Terrés dans des égouts de Roumanie ou errant dans le centre-ville de Manille, les enfants de la rue vivent souvent dans l’ombre. Muni de sa caméra, Paul-Antoine Pichard tente de mettre en lumière ces enfances ténébreuses.
«Je navigue dans un monde schizophrène, entre l’Occident et son confort et l’extrême pauvreté», explique le photographe Paul-Antoine Pichard pour décrire son travail. Abus sexuels à répétition, peines de prison pour meurtre à l’âge de neuf ans, inhalation de drogues quotidiennes, la réalité dont a été témoin le photo-reporter est désarmante. De ce voyage initiatique est né Poussières de vie, sa plus récente exposition présentée à la TOHU.

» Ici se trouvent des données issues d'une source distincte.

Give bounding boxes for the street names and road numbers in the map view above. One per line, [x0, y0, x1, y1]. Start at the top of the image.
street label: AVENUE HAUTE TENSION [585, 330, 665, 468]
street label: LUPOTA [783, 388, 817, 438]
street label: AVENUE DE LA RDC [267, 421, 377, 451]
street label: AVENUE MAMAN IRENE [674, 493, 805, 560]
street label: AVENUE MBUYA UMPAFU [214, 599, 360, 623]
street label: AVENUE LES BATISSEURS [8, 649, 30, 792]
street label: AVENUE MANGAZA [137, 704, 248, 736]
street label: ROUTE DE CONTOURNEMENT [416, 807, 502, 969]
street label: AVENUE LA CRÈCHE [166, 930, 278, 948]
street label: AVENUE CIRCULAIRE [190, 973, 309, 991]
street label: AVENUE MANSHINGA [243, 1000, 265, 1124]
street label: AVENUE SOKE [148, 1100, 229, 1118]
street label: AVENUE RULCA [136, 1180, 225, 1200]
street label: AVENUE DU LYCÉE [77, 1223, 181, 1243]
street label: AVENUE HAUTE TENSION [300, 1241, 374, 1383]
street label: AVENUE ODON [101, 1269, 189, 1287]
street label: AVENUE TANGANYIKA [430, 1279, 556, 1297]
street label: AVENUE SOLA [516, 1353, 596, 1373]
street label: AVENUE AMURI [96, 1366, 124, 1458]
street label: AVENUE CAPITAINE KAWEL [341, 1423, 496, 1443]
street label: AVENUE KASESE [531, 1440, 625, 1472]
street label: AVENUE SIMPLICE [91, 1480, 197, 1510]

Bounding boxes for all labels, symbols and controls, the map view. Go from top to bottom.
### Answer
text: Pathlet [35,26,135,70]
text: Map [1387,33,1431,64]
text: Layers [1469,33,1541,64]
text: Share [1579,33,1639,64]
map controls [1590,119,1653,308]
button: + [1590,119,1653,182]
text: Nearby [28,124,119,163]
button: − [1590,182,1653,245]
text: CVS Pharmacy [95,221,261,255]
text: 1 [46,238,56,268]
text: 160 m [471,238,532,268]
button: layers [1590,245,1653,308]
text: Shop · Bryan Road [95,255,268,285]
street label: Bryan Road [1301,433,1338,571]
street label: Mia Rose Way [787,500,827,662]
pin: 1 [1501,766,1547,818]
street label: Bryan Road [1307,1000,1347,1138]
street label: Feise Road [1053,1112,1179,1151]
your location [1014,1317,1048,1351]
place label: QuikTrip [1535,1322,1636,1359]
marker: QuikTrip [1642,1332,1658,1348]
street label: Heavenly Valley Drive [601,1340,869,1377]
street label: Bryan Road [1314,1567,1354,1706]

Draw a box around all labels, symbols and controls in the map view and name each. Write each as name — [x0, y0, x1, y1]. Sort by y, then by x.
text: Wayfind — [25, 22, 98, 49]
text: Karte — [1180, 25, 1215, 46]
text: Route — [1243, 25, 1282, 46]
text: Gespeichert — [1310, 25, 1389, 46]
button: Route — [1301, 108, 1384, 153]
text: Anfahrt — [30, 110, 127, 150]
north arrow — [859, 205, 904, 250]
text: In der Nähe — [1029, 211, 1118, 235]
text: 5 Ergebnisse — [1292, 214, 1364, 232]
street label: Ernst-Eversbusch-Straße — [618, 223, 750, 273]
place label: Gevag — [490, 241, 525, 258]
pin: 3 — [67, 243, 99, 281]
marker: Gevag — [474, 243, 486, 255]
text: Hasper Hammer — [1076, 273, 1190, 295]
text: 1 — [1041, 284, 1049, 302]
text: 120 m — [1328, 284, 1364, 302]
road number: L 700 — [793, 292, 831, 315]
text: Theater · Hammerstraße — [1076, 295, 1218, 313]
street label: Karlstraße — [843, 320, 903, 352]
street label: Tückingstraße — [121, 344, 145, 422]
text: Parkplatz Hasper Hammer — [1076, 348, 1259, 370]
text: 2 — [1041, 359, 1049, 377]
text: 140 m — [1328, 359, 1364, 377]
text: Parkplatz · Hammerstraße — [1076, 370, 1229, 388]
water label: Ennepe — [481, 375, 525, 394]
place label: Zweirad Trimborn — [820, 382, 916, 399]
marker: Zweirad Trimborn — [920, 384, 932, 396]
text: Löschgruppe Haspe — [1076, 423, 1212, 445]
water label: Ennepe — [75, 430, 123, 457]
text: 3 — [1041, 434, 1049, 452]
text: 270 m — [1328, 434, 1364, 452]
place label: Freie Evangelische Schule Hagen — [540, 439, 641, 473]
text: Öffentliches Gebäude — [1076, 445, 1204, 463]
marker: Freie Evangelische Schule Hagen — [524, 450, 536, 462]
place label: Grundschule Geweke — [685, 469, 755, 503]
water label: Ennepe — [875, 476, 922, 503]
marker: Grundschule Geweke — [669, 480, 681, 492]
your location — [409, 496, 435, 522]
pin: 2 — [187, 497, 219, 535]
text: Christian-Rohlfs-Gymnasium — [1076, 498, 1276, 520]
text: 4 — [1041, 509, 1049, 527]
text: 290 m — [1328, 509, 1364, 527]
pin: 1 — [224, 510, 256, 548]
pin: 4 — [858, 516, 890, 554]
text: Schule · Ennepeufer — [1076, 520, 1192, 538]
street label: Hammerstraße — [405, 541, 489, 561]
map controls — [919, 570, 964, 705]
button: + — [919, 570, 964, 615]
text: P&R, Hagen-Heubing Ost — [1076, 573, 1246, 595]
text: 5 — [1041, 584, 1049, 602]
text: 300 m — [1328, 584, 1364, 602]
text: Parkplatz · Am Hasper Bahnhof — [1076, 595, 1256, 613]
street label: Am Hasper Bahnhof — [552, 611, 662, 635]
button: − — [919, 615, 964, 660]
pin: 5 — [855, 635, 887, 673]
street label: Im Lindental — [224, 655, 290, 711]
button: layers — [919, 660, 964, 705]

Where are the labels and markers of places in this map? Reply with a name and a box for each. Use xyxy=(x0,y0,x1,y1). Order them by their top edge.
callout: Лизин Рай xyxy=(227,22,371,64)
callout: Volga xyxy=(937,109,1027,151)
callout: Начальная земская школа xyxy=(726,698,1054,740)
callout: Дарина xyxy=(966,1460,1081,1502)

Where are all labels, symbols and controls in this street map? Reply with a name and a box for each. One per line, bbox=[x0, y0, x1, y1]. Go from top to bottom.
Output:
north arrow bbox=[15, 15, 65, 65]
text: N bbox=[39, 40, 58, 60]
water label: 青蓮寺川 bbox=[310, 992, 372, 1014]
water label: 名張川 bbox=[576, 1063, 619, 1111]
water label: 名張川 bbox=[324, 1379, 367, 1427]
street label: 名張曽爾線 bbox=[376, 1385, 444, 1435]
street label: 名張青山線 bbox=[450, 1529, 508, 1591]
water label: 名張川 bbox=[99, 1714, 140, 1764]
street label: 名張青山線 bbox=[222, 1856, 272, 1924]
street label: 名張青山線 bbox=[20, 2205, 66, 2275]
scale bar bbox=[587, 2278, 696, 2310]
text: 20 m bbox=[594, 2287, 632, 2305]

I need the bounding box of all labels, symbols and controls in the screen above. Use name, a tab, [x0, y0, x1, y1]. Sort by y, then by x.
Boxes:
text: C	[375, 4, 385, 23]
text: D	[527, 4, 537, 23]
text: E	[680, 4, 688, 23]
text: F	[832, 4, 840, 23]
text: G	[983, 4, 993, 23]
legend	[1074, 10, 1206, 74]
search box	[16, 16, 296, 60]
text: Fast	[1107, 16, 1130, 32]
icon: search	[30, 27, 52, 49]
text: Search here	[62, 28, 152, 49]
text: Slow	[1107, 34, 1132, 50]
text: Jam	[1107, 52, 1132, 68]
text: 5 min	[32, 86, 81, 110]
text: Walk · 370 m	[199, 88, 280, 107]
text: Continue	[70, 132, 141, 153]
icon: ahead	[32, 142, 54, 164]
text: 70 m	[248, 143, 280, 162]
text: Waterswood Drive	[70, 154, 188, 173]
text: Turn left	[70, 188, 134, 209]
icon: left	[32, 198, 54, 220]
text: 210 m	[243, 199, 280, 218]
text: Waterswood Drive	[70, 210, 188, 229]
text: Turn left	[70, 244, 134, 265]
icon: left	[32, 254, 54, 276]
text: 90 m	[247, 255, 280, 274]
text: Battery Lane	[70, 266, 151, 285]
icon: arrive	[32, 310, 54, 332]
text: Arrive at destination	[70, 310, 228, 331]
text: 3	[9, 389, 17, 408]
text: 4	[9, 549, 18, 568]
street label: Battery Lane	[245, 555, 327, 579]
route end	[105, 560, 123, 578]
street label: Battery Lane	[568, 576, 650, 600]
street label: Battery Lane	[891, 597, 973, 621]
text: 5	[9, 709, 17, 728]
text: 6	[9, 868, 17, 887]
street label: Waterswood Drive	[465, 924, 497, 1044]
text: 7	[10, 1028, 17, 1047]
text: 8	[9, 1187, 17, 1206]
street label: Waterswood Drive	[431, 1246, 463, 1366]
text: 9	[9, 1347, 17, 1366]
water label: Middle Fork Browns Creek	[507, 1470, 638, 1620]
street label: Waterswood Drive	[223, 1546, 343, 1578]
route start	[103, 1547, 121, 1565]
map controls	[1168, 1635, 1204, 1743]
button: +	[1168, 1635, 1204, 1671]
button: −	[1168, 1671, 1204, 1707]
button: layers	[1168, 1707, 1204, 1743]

Jeune finissant en arts décoratifs à Paris, avide d’aventure, Paul-Antoine Pichard décide de partir vers la Bosnie en 1995. Un tour du monde qui s’est échelonné sur plusieurs années et qui l’a mené vers l’Inde et Dakar, entre autres. De fil en aiguille, il témoigne via son objectif de la guerre qui sévit. Rapidement, le photographe constate le nombre effarant d’enfants gitans errant dans les rues de l’ex-Yougoslavie. De retour chez lui, il laisse le projet dormir. «Entre temps, je suis devenu papa, puis j’ai monté un projet sur les droits de l’enfance, la vie dans la rue et leurs conséquences, soit la prison, la toxicomanie, la prostitution et le travail des enfants», explique Paul-Antoine Pichard. Poussières de vie est resté sur les tablettes pendant un moment, pour faire place à Mines d’ordures, un projet entrepris au Sénégal sur les enfants vivant dans les décharges.
Des anecdotes, il en a à la pelletée; certaines plus troublante que d’autres. Un jour, alors qu’il photographiait des enfants dans une décharge à Madagascar, il apporte un sac de bonbons et tous les jeunes se jettent sur lui, se battant pour obtenir une friandise. «J’étais hyper mal à l’aise, je l’ai très mal vécu. Ça parait anecdotique, mais c’est quelque chose de très violent, se rappelle le photographe. Ces enfants m’ont surtout enrichi au niveau humain, c’est une véritable école de la vie.» Un travail, d’abord et avant tout, de proximité, de rencontres et de contacts. «Paul-Antoine se fie beaucoup à son instinct. Il est très spontané, et ne retouche pas la dure réalité de ce qu’il montre. Il possède également une grande volonté de partager et de faire valoir la réalité des autres», explique l’agente de programmation culturelle à la TOHU, Catherine Jobin.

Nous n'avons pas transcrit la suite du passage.